Bitcoin and other cryptocurrencies can be great for investing or trading, provided that your market timing is good. Because Bitcoin and its smaller crypto brothers and sisters are so volatile, they are not really suitable for the purpose for which Bitcoin was invented, which was as a medium of exchange. A crypto variant that is meant to remedy the volatility problem is the stablecoin. With values tied to fiat currencies like the US dollar, gold, other cryptocurrencies, or controlled by internal algorithms, these cryptocurrencies are designed to maintain a steady value making them suitable as mediums of exchange. But how stable are stablecoins really?
What Is a Stablecoin?
A stablecoin is a cryptocurrency that runs on a blockchain. Unlike Bitcoin which can fluctuate wildly, a stablecoin is designed to maintain a steady value. Thus, stablecoins are not used for long term investment or for trading. Rather you can use a stablecoin for buying and selling things and especially for purposes like borrowing via a cryptocurrency in the world of decentralized finance (Defi). Stablecoins seek to maintain a steady value by holding dollars in reserve, holding a commodity like gold, linking to another cryptocurrency, or using a computer program (algorithm) that changes the internal “rules” of the system in order to modify how the cryptocurrency is traded. The success and failure of stablecoin algorithms in maintaining a stable stablecoin value is what brings us to ask the question, how stable are stable coins?
The Collapse of TerraUSD
On May 9, 2022 the TerraUSD blockchain and its associated cryptocurrency Luna depegged from the US dollar. The system suffered a spectacular collapse during the same week that Bitcoin suffered a 25% reduction in value and the Nasdaq fell by more than 10%. The TerraUSD stablecoin was meant to maintain a value equal to $1 but fell to pennies. Pundits are predicting the fall of every other algorithmic stablecoin. Is the programmatic “death spiral” experienced by TerraUSD something that is likely for the rest of stablecoins that use computer programs to maintain stable value? Or was it a unique programming flaw that can be analyzed and remedied?
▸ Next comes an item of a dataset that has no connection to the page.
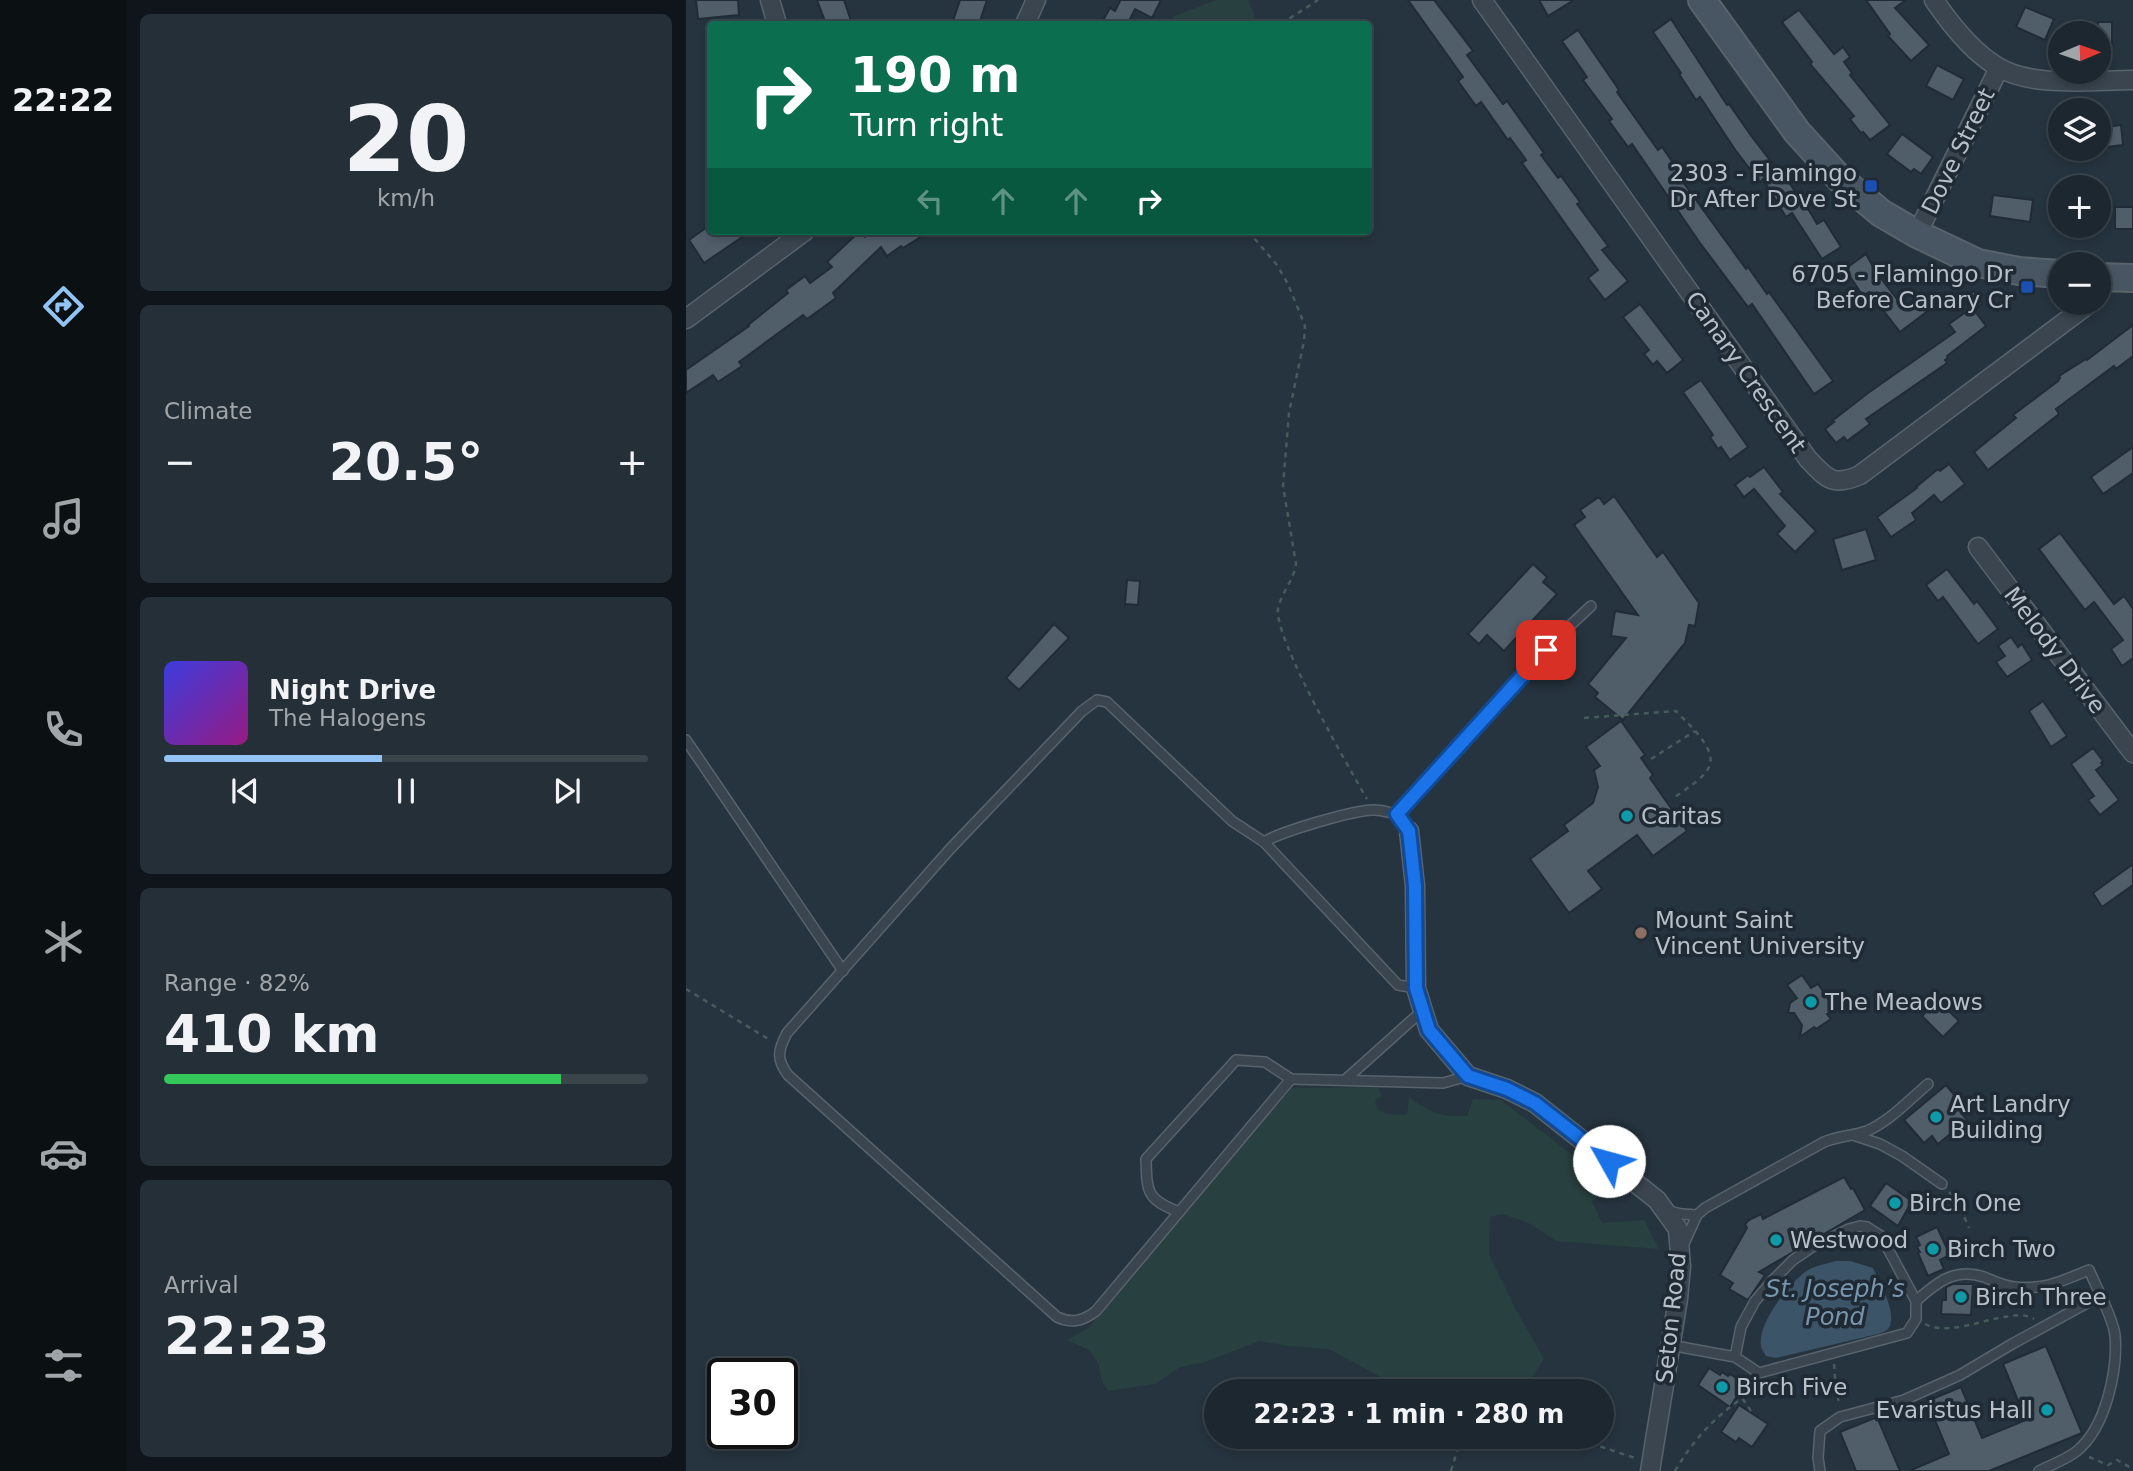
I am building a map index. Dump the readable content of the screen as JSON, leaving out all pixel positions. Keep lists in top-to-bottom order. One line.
{"streets":{"street":["Dove Street","Canary Crescent","Melody Drive","Seton Road"]},"water":["St. Joseph’s Pond"],"places":{"transit":["2303 - Flamingo Dr After Dove St","6705 - Flamingo Dr Before Canary Cr"],"other":["Caritas","Mount Saint Vincent University","The Meadows","Art Landry Building","Birch One","Westwood","Birch Two","Birch Three","Birch Five","Evaristus Hall"]},"north":"right","page":{"tabs":"22:22","tile":[["20","km/h"],"Climate",["Range · 82%","410 km"],["Arrival","22:23"]],"map_buttons":["+","−"],"turn":["190 m","Turn right"],"heat":["−","20.5°","+"],"song":["Night Drive","The Halogens"],"limit":"30","trip":"22:23 · 1 min · 280 m"}}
Why Use Algorithms Instead of Dollars or Gold for Stablecoin?
The easy answer is that it can be cheaper to put together a computer algorithm than come up with a few million in dollars or gold. The process has an upfront cost but people start paying dollars for your TerraUSD you pay off the upfront cost, cover your operating expenses, and count your profits. The rationale for the TerraUSD and Luna system was that TerraUSD would remain stable while Luna “absorbed” the volatility. The fact of the matter is that when the prospect of runaway inflation, a prolonged war in Ukraine, interminable lockdowns in China gumming up the supply chain, and Fed rate increases threatening a recession caused a market panic, it overwhelmed the system taking down TerraUSD along with the Nasdaq and Bitcoin.
Stablecoins With Dollar Reserves
While TerraUSD was falling off the earth TrueUSD and Tether maintained their dollar parity. Both carry dollar reserves instead of relying solely on a computer algorithm to manipulate crypto trading. So, are these stablecoins stable and reliable? One should notice that Tether was in trouble with the State of New York earlier in 2022 for lying about its dollar reserves. It was fined eighteen and a half million dollars and suspended along with its sister exchange, Bitfinex due to “illegal” activities. The company covered up nearly a million losses but, not to worry, the net worth of the company went from thirty-five billion to fifty-eight billion as this was going on due to increased circulation.